Exercise details – Without changing a word, return the listing below, minus its images.

Provided records –
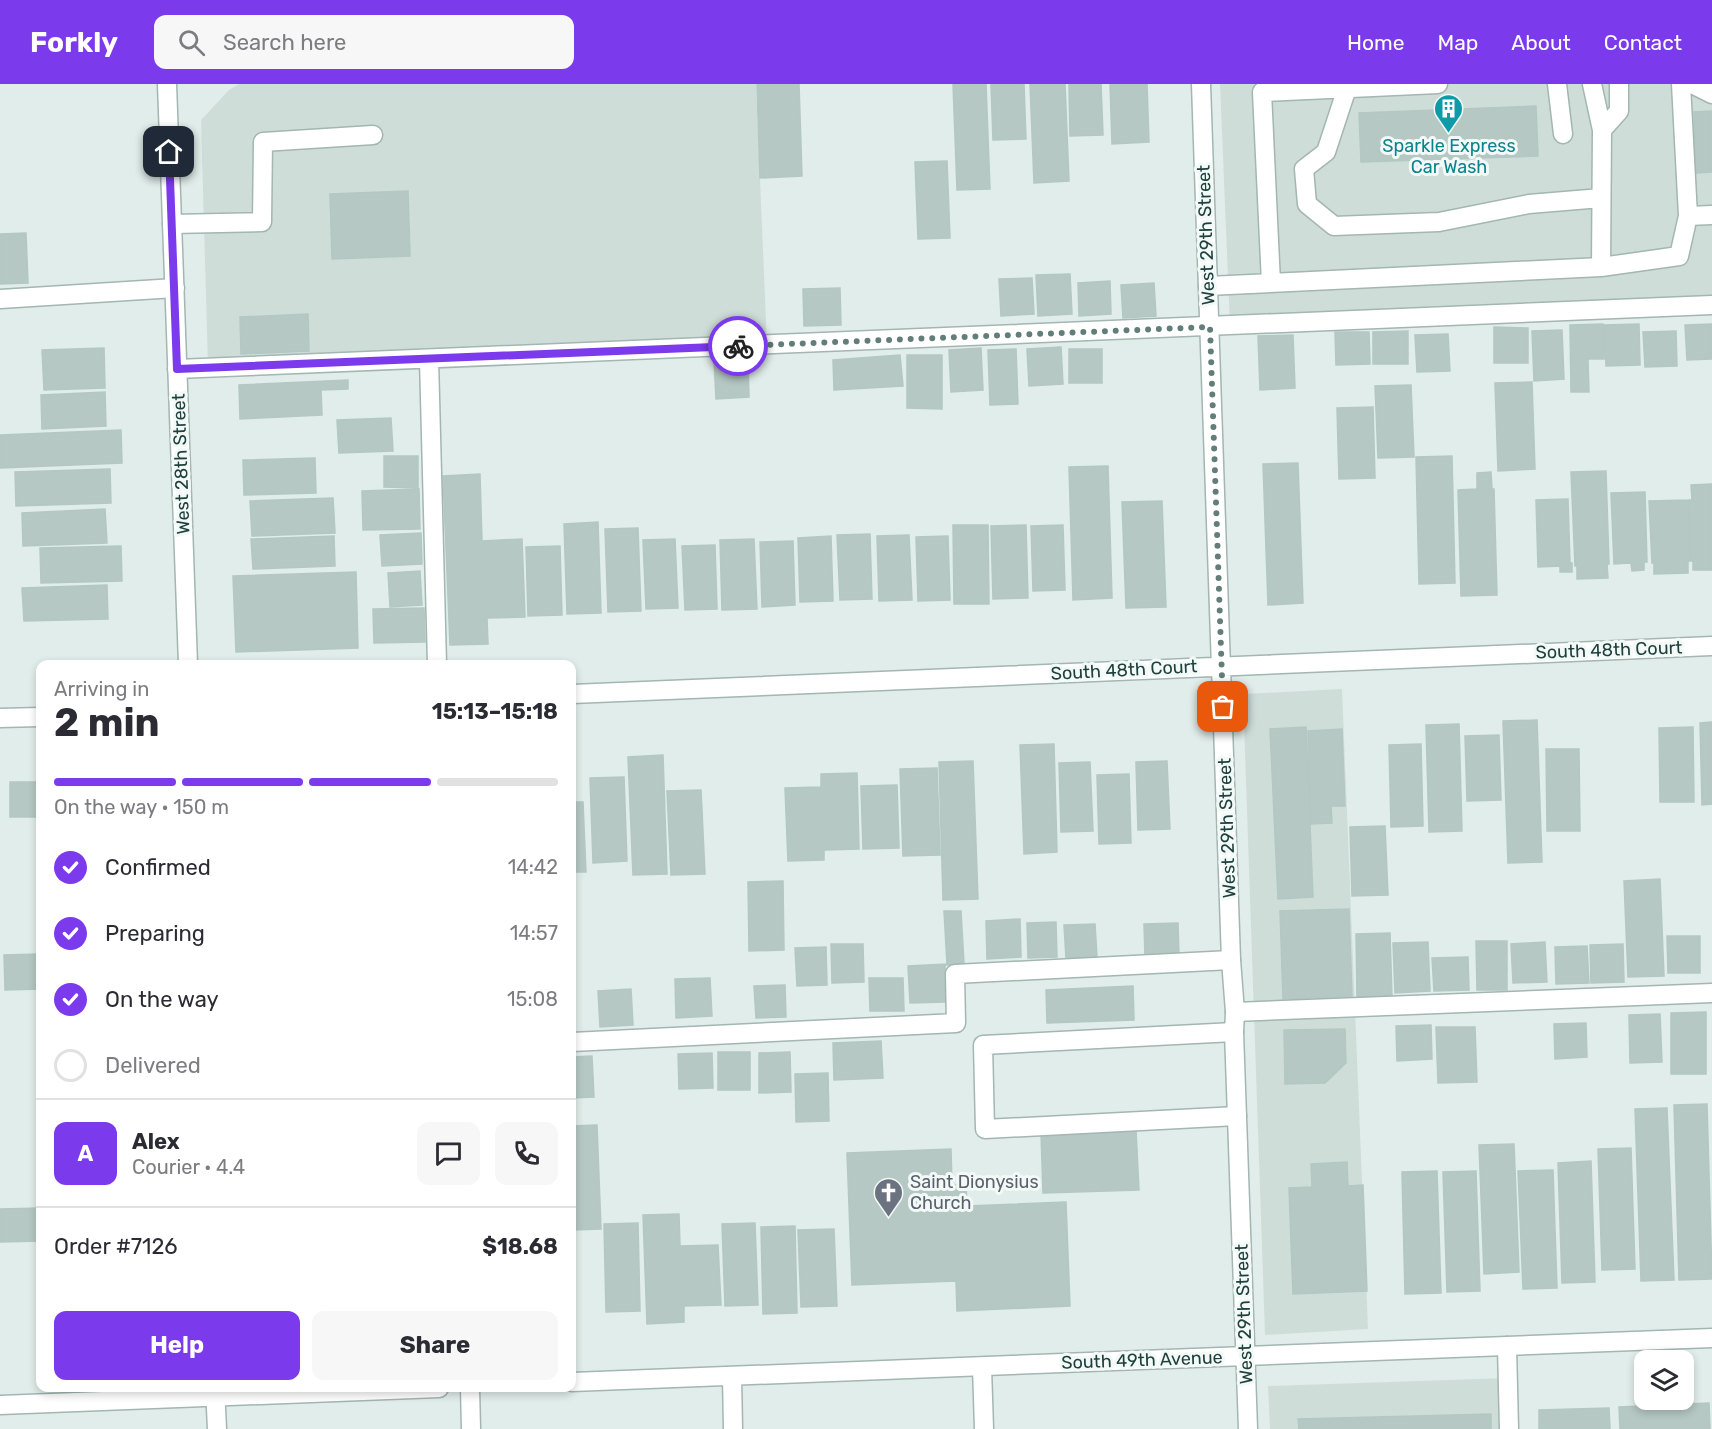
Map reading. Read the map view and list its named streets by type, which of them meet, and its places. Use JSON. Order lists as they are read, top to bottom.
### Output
{
  "streets": {
    "street": [
      "West 29th Street",
      "West 28th Street",
      "South 48th Court",
      "South 49th Avenue"
    ]
  },
  "crossings": [
    ["West 29th Street", "South 48th Court"],
    ["West 29th Street", "South 49th Avenue"]
  ],
  "places": {
    "building": ["Sparkle Express Car Wash"],
    "church": ["Saint Dionysius Church"]
  },
  "page": {
    "header": "Forkly",
    "search": "Search here",
    "nav": [
      "Home",
      "Map",
      "About",
      "Contact"
    ],
    "heading": ["2 min", "Arriving in", "15:13–15:18"],
    "panel": [
      "Alex",
      "Courier · 4.4",
      "Order #7126",
      "$18.68"
    ],
    "bar": "On the way · 150 m",
    "list": [
      ["Confirmed", "14:42"],
      ["Preparing", "14:57"],
      ["On the way", "15:08"],
      "Delivered"
    ],
    "round": "A",
    "buttons": ["Help", "Share"]
  }
}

Answer for this exercise –
Map reading. Read the map view and list its named streets by type, which of them meet, and its places. Use JSON. Order lists as they are read, top to bottom.
### Output
{
  "streets": {
    "street": [
      "West 29th Street",
      "West 28th Street",
      "South 48th Court",
      "South 49th Avenue"
    ]
  },
  "crossings": [
    ["West 29th Street", "South 48th Court"],
    ["West 29th Street", "South 49th Avenue"]
  ],
  "places": {
    "building": ["Sparkle Express Car Wash"],
    "church": ["Saint Dionysius Church"]
  },
  "page": {
    "header": "Forkly",
    "search": "Search here",
    "nav": [
      "Home",
      "Map",
      "About",
      "Contact"
    ],
    "heading": ["2 min", "Arriving in", "15:13–15:18"],
    "panel": [
      "Alex",
      "Courier · 4.4",
      "Order #7126",
      "$18.68"
    ],
    "bar": "On the way · 150 m",
    "list": [
      ["Confirmed", "14:42"],
      ["Preparing", "14:57"],
      ["On the way", "15:08"],
      "Delivered"
    ],
    "round": "A",
    "buttons": ["Help", "Share"]
  }
}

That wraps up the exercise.